[[ INPUT DATA open ]]

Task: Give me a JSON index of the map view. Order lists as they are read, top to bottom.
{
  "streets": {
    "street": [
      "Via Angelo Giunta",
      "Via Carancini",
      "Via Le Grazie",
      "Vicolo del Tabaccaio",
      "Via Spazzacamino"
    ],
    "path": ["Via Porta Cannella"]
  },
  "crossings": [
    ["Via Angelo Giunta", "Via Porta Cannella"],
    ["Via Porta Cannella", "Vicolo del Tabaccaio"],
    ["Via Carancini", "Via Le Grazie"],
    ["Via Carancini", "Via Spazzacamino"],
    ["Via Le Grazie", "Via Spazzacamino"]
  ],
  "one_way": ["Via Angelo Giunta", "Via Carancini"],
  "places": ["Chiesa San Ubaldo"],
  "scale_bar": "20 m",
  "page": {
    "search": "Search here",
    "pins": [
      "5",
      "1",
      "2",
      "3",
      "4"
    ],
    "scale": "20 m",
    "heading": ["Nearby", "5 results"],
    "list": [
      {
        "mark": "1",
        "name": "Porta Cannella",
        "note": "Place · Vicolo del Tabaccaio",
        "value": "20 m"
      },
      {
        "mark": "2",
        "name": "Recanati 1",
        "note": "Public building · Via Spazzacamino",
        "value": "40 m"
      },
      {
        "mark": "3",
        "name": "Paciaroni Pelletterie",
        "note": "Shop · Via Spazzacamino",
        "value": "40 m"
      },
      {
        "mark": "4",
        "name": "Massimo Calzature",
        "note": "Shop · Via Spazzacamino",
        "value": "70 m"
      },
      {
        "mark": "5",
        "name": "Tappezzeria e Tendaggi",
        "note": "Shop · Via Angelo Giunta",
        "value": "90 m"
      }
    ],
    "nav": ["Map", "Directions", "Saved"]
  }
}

[[ INPUT DATA closed ]]

Answer with one number, namely how many lines of the material hold the string "Carancini".

* TASK SOLUTION
4